Alexander Aird Thomson

Personal information
- Born: 21 February 1917 Glasgow, Scotland
- Died: 05/06.1991 Mortlake, England

Chess career
- Country: United Kingdom

= Alexander Aird Thomson =

Scottish chess player (1917–1991)

Alexander Aird Thomson (21 February 1917 – May/June 1991) was a Scottish chess player, Scottish Chess Championship winner (1951).

==Biography==
Son of Florence Frankland Thomson (1885–1939) who was six-times winner the Scottish Women's Chess Championships.

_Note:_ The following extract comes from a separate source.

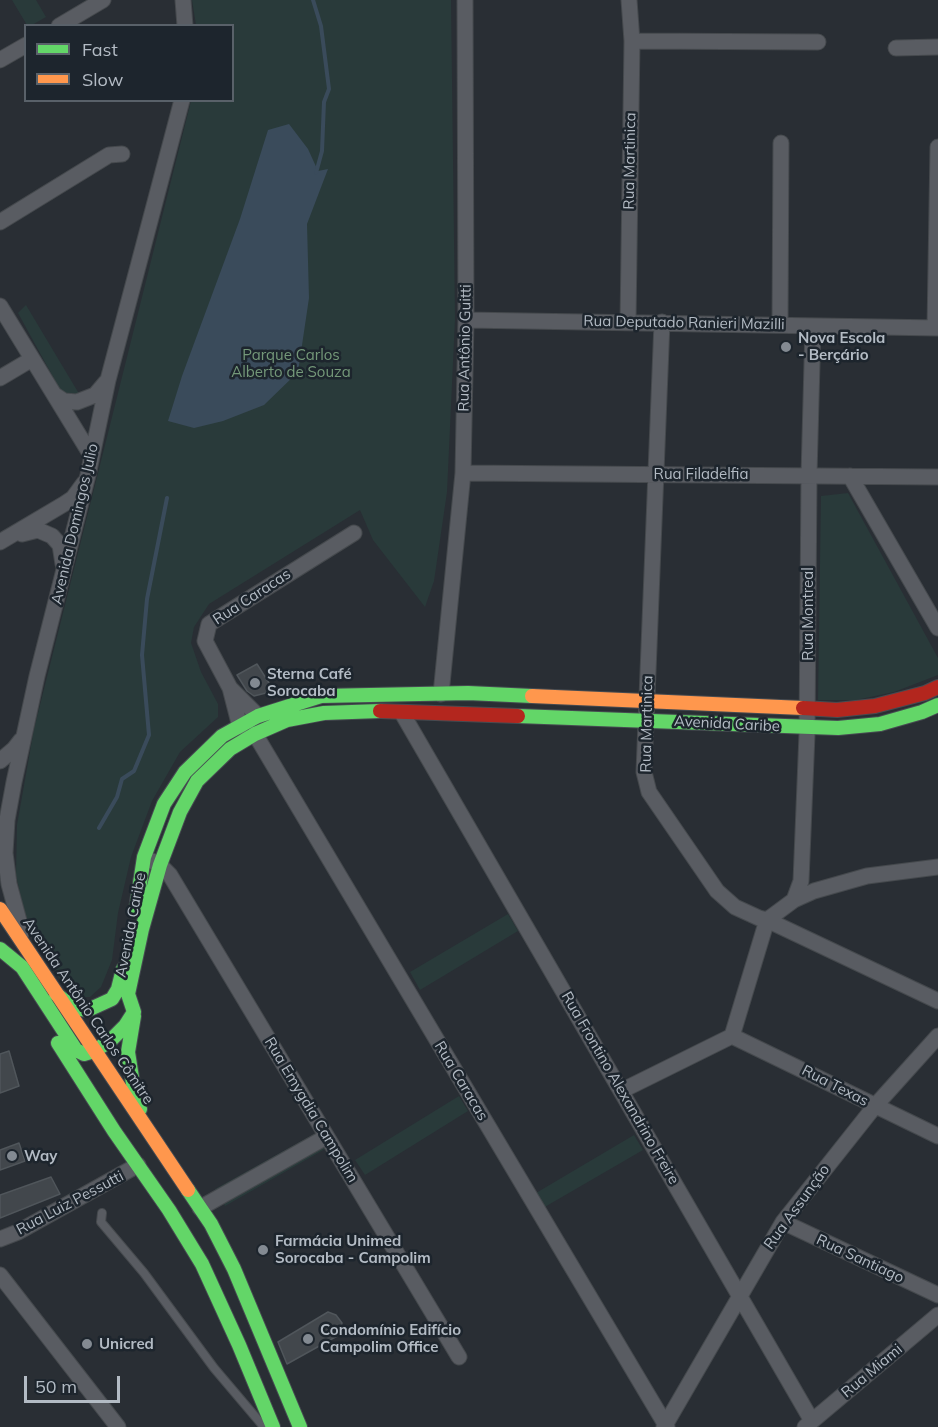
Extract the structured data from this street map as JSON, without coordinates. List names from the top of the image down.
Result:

Alexander Aird Thomson twice in row won Scottish Boys' Chess Championships (1932, 1933). He was a member of Polytechnic Chess Club in Glasgow and five-times won this club championship (1937 (shared), 1947, 1949, 1950, 1951, 1952 (shared)). Together with Polytechnic Chess Club Alexander Aird Thomson won Richardson Cup in 1952. In 1951 he won Scottish Chess Championships after play-off.

Alexander Aird Thomson played for Scotland in the Chess Olympiads:
- In 1956, at fourth board in the 12th Chess Olympiad in Moscow (+1, =7, -5),
- In 1958, at second reserve board in the 13th Chess Olympiad in Munich (+3, =4, -2),
- In 1964, at second reserve board in the 16th Chess Olympiad in Tel Aviv (+0, =1, -3).

Alexander Aird Thomson lived in London from 1954 and has worked in the book trade all his life. He won the Richmond & Twickenham Chess Club championship in 1956 and 1962. Also Alexander Aird Thomson represented the club in the London League until his death. He married in 1961 to Susan Mary Thomson (née Hamilton). His wife won the Scottish Women's Chess Championship in 1965.

Alexander Aird Thomson was found dead in his flat on 5 June 1991 after neighbours had not seen him for some weeks.